The first hour is spent observing three people from Chesterfield New Jersey’s People Over Pipelines, mapping the environmental impacts of a two mile stretch of Southern Reliability Link (SRL) natural gas pipeline for Garden State Expansion (GSE) project. The project ostensibly increases energy capacity for New Jersey residents, but given the circumference and orders of magnitude greater pressure in the pipe, it is likely for export only. We start at the New Jersey Turnpike between exit six and seven, at the location where one and possibly two new compressor stations are being proposed. Right where the turnpike was expanded, it is suspected that the widening was not needed at all, except as a ruse to install the currently unused pipeline at public expense, long before the permitting process began.

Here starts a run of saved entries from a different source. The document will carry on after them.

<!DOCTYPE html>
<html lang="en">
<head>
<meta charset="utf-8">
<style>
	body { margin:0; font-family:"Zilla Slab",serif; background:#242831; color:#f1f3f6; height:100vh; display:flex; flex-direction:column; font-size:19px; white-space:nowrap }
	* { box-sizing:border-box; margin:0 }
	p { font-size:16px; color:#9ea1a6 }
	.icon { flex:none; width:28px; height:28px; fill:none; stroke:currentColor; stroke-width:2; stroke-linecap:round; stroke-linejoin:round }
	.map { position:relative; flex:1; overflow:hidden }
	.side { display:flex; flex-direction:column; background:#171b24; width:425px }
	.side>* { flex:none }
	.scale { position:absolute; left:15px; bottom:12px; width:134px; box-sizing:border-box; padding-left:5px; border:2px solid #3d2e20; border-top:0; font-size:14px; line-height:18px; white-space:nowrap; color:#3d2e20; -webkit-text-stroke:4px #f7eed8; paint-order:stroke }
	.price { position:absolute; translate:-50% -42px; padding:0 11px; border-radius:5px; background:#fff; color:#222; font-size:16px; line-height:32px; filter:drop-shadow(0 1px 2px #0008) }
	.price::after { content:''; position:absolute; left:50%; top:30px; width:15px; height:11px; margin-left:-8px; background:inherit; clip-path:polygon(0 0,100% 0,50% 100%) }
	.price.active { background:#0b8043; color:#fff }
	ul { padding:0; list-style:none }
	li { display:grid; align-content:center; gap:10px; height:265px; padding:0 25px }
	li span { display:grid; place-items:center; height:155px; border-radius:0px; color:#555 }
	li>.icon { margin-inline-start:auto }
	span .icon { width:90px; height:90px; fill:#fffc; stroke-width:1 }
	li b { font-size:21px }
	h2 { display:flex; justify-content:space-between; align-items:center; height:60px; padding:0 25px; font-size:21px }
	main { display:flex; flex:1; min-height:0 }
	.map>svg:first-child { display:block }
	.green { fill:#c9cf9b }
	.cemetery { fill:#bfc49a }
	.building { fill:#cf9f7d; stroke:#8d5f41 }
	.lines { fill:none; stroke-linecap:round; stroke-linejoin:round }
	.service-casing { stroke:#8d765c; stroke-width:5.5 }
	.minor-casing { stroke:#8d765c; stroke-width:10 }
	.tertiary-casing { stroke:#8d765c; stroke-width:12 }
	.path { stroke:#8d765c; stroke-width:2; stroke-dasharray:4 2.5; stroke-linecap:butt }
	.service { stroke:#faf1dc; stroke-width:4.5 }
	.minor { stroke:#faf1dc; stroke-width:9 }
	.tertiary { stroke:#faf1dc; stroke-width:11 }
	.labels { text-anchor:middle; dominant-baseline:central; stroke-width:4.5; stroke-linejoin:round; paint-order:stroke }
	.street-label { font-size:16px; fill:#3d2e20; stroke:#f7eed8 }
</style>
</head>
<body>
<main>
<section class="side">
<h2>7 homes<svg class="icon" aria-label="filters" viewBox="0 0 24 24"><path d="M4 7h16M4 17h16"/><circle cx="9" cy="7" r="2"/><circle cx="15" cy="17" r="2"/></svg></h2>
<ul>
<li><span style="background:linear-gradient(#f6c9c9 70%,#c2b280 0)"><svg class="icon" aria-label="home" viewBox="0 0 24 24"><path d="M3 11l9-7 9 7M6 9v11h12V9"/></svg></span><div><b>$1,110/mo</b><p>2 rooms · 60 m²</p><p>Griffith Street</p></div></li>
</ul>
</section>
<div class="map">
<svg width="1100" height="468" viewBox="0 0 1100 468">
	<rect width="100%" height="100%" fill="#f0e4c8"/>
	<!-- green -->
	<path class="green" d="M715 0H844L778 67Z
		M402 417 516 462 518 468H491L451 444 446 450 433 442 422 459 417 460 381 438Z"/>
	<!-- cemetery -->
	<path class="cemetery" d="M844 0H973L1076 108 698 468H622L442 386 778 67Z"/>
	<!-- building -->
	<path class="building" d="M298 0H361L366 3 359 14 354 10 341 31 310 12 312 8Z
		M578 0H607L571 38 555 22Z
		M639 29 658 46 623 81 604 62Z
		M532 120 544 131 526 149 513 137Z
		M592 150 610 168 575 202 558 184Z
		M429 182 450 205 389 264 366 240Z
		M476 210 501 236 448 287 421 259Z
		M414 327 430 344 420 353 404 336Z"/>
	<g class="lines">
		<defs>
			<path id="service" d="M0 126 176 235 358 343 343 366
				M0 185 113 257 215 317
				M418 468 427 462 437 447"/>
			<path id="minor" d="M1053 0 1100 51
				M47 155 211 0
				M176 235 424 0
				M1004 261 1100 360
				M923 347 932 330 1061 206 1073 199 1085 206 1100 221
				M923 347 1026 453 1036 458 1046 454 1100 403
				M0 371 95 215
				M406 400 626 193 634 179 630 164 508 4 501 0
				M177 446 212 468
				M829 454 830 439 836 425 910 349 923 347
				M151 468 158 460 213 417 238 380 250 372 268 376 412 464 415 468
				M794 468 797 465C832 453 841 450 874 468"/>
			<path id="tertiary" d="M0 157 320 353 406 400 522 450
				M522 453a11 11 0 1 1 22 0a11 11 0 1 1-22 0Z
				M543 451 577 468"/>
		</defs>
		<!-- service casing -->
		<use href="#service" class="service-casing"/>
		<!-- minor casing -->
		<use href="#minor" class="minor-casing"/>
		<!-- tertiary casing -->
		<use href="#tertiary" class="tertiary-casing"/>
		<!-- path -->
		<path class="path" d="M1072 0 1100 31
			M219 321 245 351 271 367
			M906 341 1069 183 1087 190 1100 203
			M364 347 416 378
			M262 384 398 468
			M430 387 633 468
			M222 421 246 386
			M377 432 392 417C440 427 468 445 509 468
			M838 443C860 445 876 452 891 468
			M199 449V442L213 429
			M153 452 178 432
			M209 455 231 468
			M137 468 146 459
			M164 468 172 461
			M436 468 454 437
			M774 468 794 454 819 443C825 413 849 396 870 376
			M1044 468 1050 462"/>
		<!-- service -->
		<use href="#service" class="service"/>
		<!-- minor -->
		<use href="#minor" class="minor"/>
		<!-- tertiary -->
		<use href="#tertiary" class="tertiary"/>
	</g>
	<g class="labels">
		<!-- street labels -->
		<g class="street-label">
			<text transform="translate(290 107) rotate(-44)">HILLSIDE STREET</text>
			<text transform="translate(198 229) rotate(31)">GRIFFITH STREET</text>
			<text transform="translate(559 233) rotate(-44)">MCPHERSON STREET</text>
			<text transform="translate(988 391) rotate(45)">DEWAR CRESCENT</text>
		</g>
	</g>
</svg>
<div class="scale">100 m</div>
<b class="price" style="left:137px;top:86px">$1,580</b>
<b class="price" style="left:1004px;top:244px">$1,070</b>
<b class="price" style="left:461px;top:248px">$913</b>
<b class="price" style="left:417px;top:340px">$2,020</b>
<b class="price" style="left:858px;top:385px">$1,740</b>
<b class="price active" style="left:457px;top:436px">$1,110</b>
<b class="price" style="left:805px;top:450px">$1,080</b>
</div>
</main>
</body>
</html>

At around the 1hr 12min mark, I have a conversation with a farmer whose lake, his only source of irrigation, will be permanently drained. In order to build the compressor station, the wetlands that it is being built on must be “dewatered.” According to the farmer, this process will take place seven months out of the year, draining 6,000 gallons every minute. Even though this draining will be done a quarter-mile away, over those seven months to year and a half, the lake will be entirely drained, along with everybody’s drinking wells and even the stream going through Sucker Run.
Since his only supply of irrigation will be permanently taken away, he will no longer be able to grow crops, and in a year, his land will likely be re-zoned as residential, causing his property taxes to skyrocket. Not to mention the wildlife and hundreds of trees that will be displaced or killed. He has been told that a water truck will be supplied for him, but only enough to live as a resident, not nearly enough to farm. He suspects that his land that is being eyed to connect the two parks that currently are on either side of his property.